I first tried OSMDroid. Though the documentation was practically non-existent, the sample projects helped with getting started, while digging into the method overrides helped with customizing the innards of the library, such as marker rendering. I didn’t have any qualms with OSMDroid, but if I were going to use Mapbox’s tile service, I might as well try their Android SDK.

Mapbox’s original Android SDK was a branch of the OSMDroid project with some refactoring. The incentive for using the Mapbox SDK rather than OSMDroid was that it had integrations that allowed for easy use of Mapbox’s various API services. I recall it being very buggy and I had issues implementing custom features. Vanilla OSMDroid was the better choice.

Fast forward to 2016 and they’ve pulled the rug. That SDK is deprecated now and they’ve actually removed the repo from the public eye and cut all references to it. In it’s place is the new Mapbox GL Native SDK. When I first caught wind of it, I thought “awesome, C++, SVG, OOOH, yay!” I copied the dependency to my gradle file, added the MapView to a fragment and got the new SDK up and running.

First thing’s first: it’s sluggish. Even without markers, you ain’t running anywhere near 60fps. More like 20fps. Then if you want to add markers, it’s ridiculously slow when rendering them. It may take a few seconds to render a couple thousand markers. The bulk addMarker method is faster than using a loop to add markers individually, but it’s still slow compared to pretty much any other mapping solution. Strike 1.

OK, so it wasn’t unbearable. I’d never be showing too many markers anyway because I’d be using cluster markers… But wait… There’s no clustering implementation. That was enough to nearly deter me, but screw it- I ended up taking a Quadtree implementation and creating my own clustering system based on a grid. The tricky part was that the grid would need to be relative to the actual map coordinates, not the screen bounds. Though I would have preferred to save time by using an existing clustering library, it was a good educational experience creating it myself. Nonetheless, Strike 2.

I could now render markers (albeit slowly) and cluster them… now let’s see if I could dynamically change the icons. I would need to first immediately render the icons, then asynchronously load thumbnails from the web, then replace the placeholders with the thumbnails. Surely, I’d just keep a reference to each marker, then modify them and – if needed – invalidate them upon update.

The issue with Mapbox’s current way of handling markers is that you don’t create a “Marker” object, then add it to the map and retrieve it again as a “Marker” object. That’s the normal way of doing things. Instead, you start with a “MarkerOptions” object, add it to the map, and get back a “Marker” object.
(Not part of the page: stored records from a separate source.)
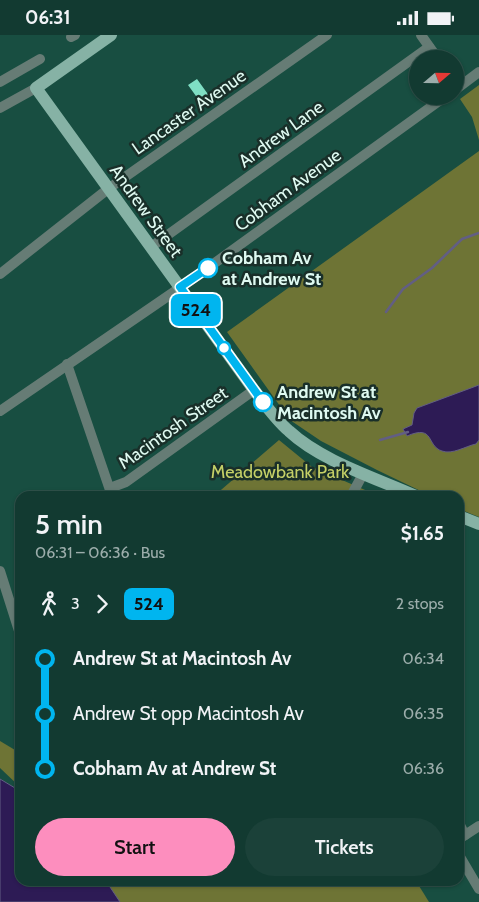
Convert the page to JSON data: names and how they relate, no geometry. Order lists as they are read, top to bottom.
{
  "streets": {
    "main road": ["Andrew Street"],
    "street": [
      "Lancaster Avenue",
      "Andrew Lane",
      "Cobham Avenue",
      "Macintosh Street"
    ]
  },
  "crossings": [
    ["Lancaster Avenue", "Andrew Street"],
    ["Andrew Lane", "Andrew Street"],
    ["Cobham Avenue", "Andrew Street"],
    ["Andrew Street", "Macintosh Street"]
  ],
  "parks": ["Meadowbank Park"],
  "places": ["Cobham Av at Andrew St", "Andrew St at Macintosh Av"],
  "lines": ["bus line 524"],
  "north": "right",
  "page": {
    "status": "06:31",
    "on_map": "524",
    "heading": ["5 min", "06:31 – 06:36 · Bus", "$1.65"],
    "legs": ["3", "524", "2 stops"],
    "list": [
      {
        "name": "Andrew St at Macintosh Av",
        "value": "06:34"
      },
      {
        "name": "Andrew St opp Macintosh Av",
        "value": "06:35"
      },
      {
        "name": "Cobham Av at Andrew St",
        "value": "06:36"
      }
    ],
    "buttons": ["Start", "Tickets"]
  }
}
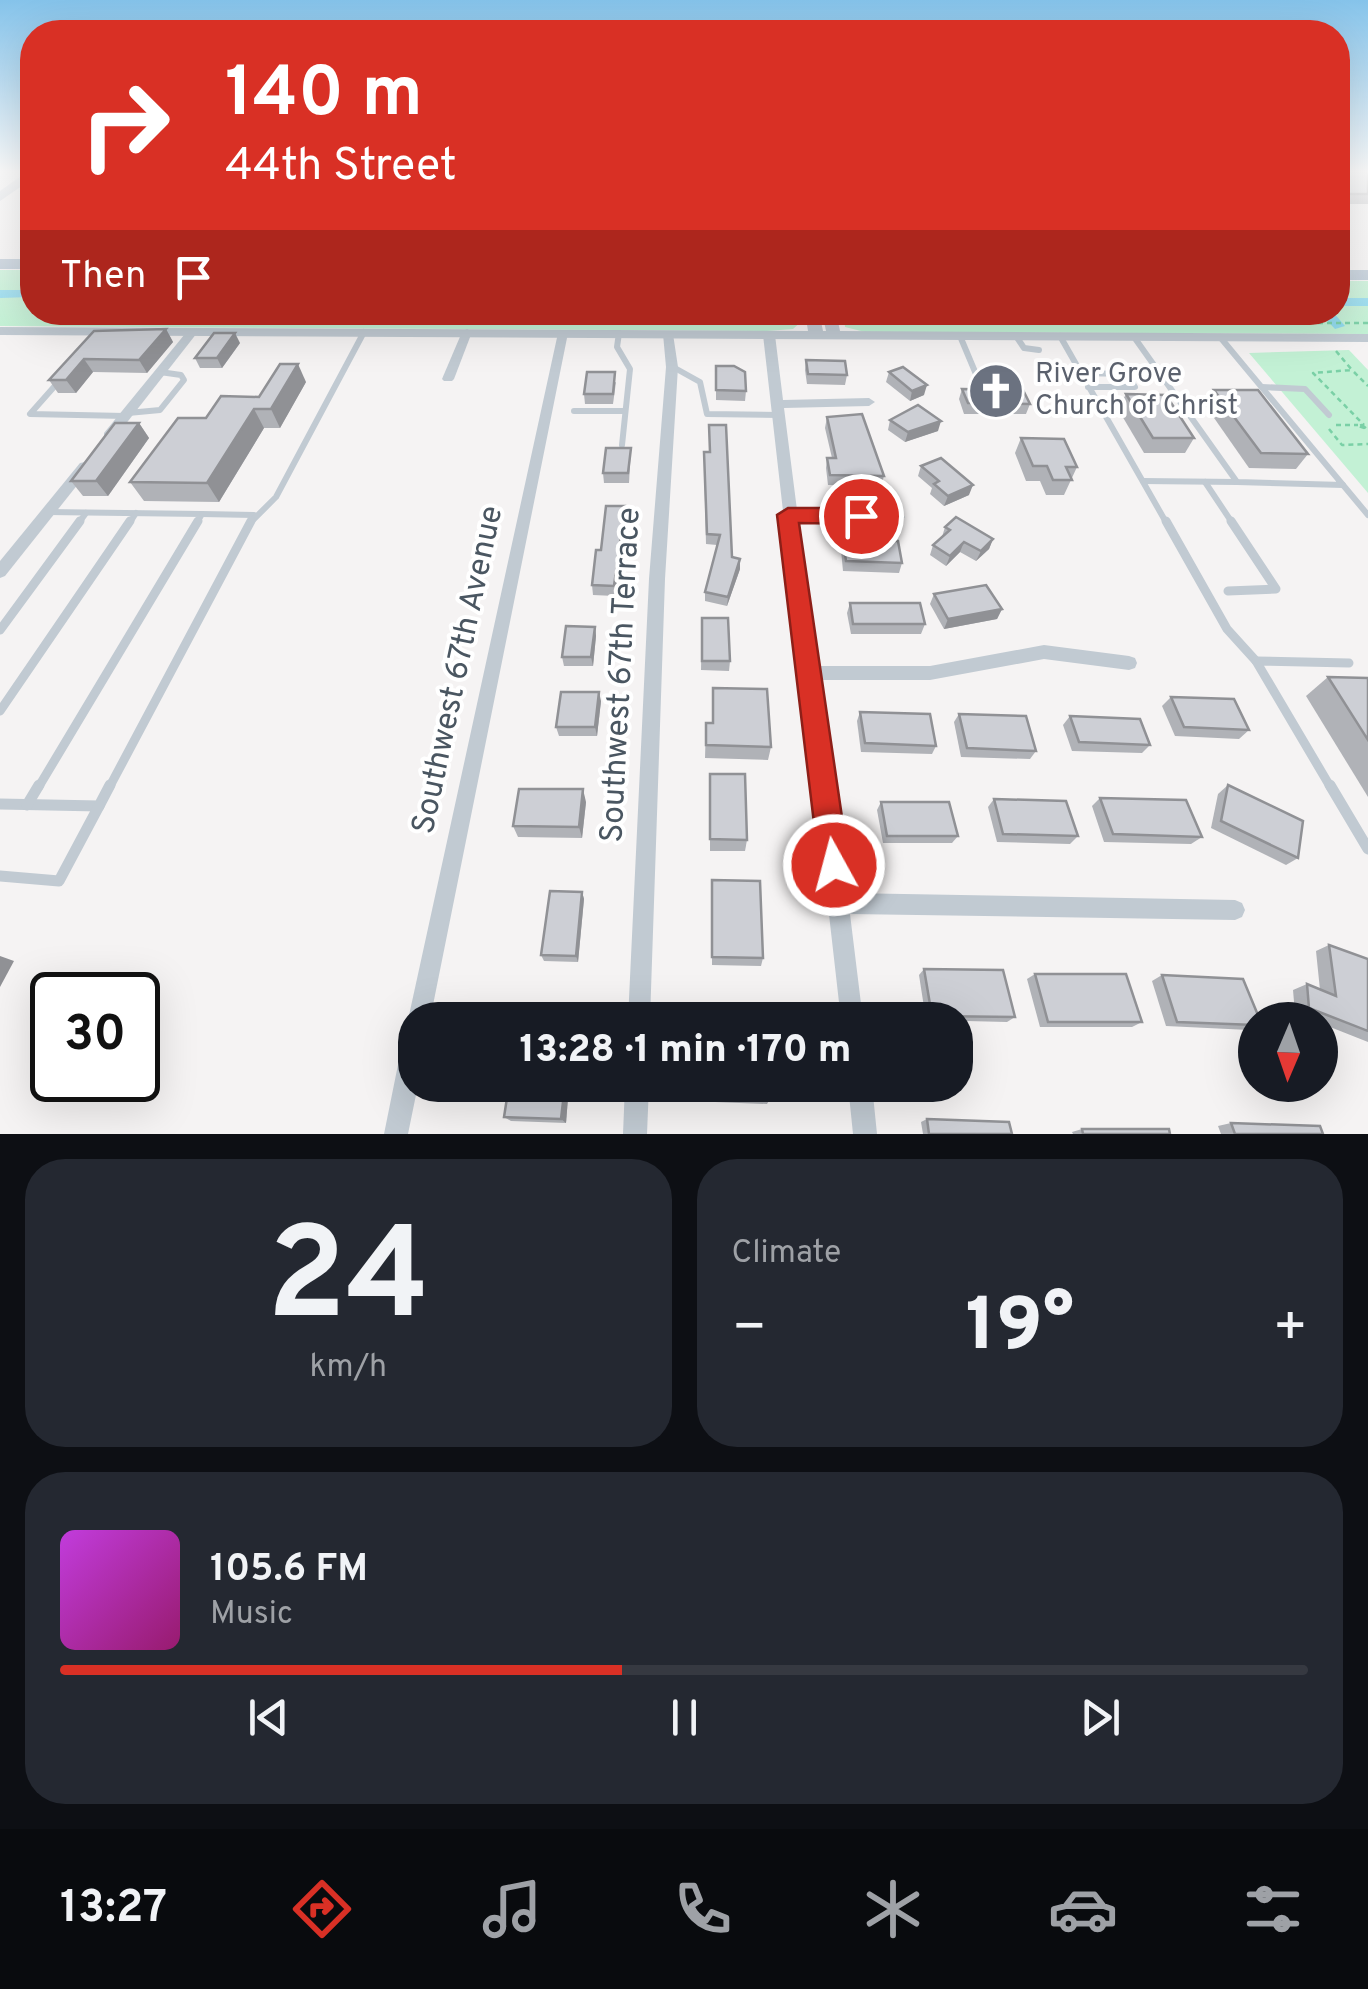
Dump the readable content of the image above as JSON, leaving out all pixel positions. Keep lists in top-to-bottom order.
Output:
{
  "streets": {
    "street": ["Southwest 67th Avenue", "Southwest 67th Terrace"]
  },
  "places": {
    "church": ["River Grove Church of Christ"]
  },
  "north": "bottom",
  "page": {
    "turn": ["140 m", "44th Street"],
    "then": "Then",
    "limit": "30",
    "trip": "13:28 · 1 min · 170 m",
    "tile": [
      ["24", "km/h"],
      "Climate"
    ],
    "heat": ["−", "19°", "+"],
    "song": ["105.6 FM", "Music"],
    "tabs": "13:27"
  }
}
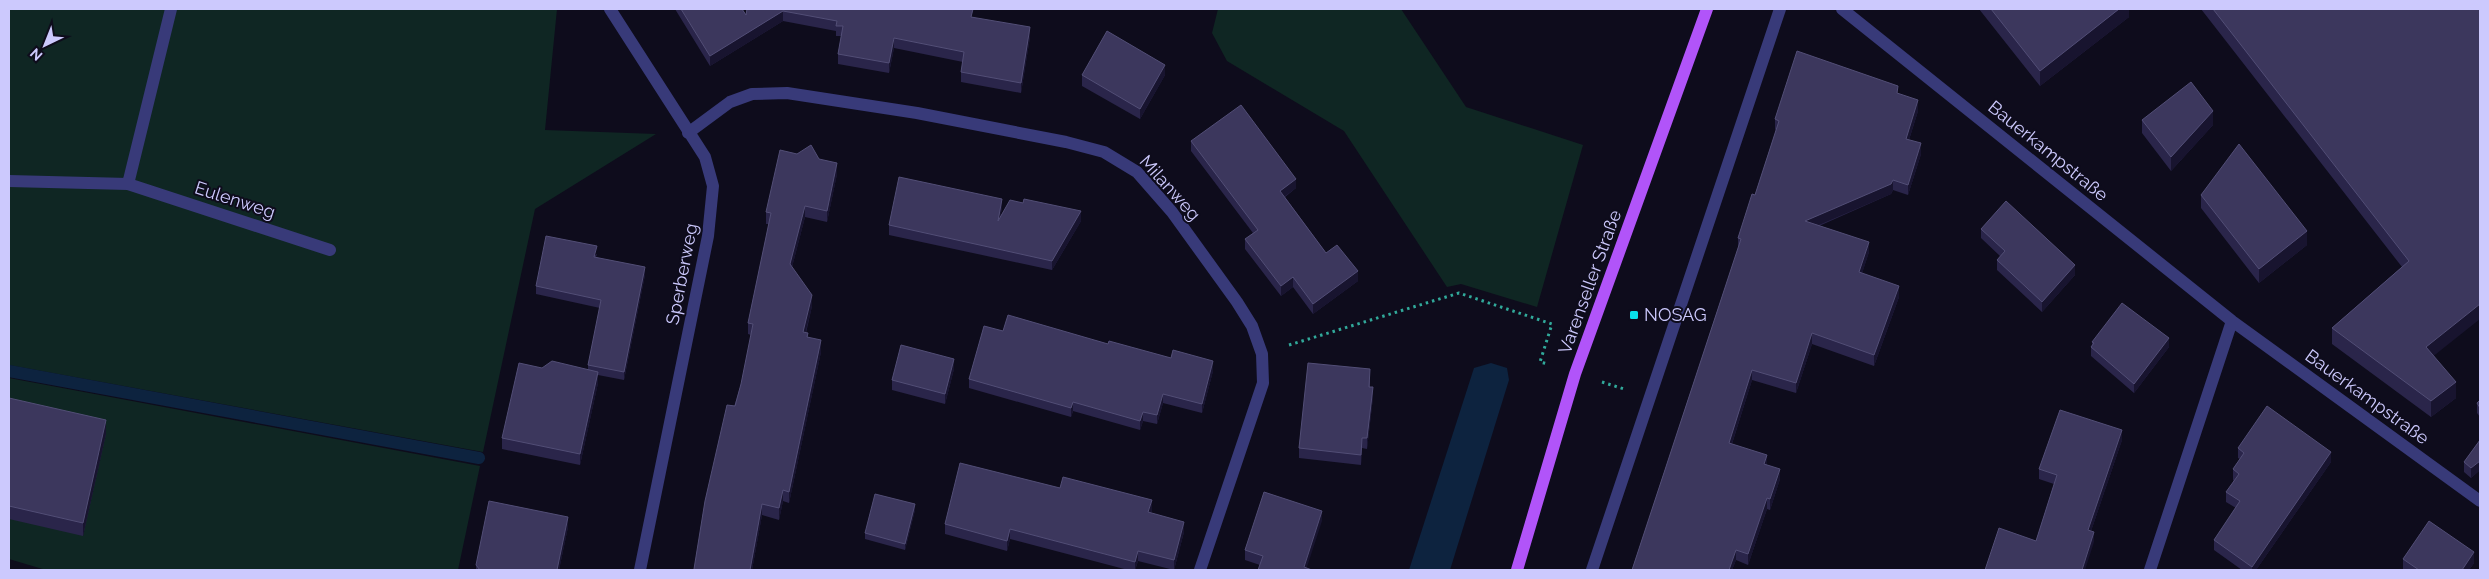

That’s really counterintuitive when you’re working with complex and dynamic markers that you need to keep reference of. Strike 3.

At that point, I just cut my losses and now I’m back to working with OSMDroid (which is surprisingly still being maintained/updated at this time). I know that the whole C++ thing is new for Mapbox and it’s practically in the beta phase right now but it’s most definitely NOT production ready, in my opinion.

I’m sure that in a few months, once the major issues have been resolved and optimizations made, it’ll be a worth using.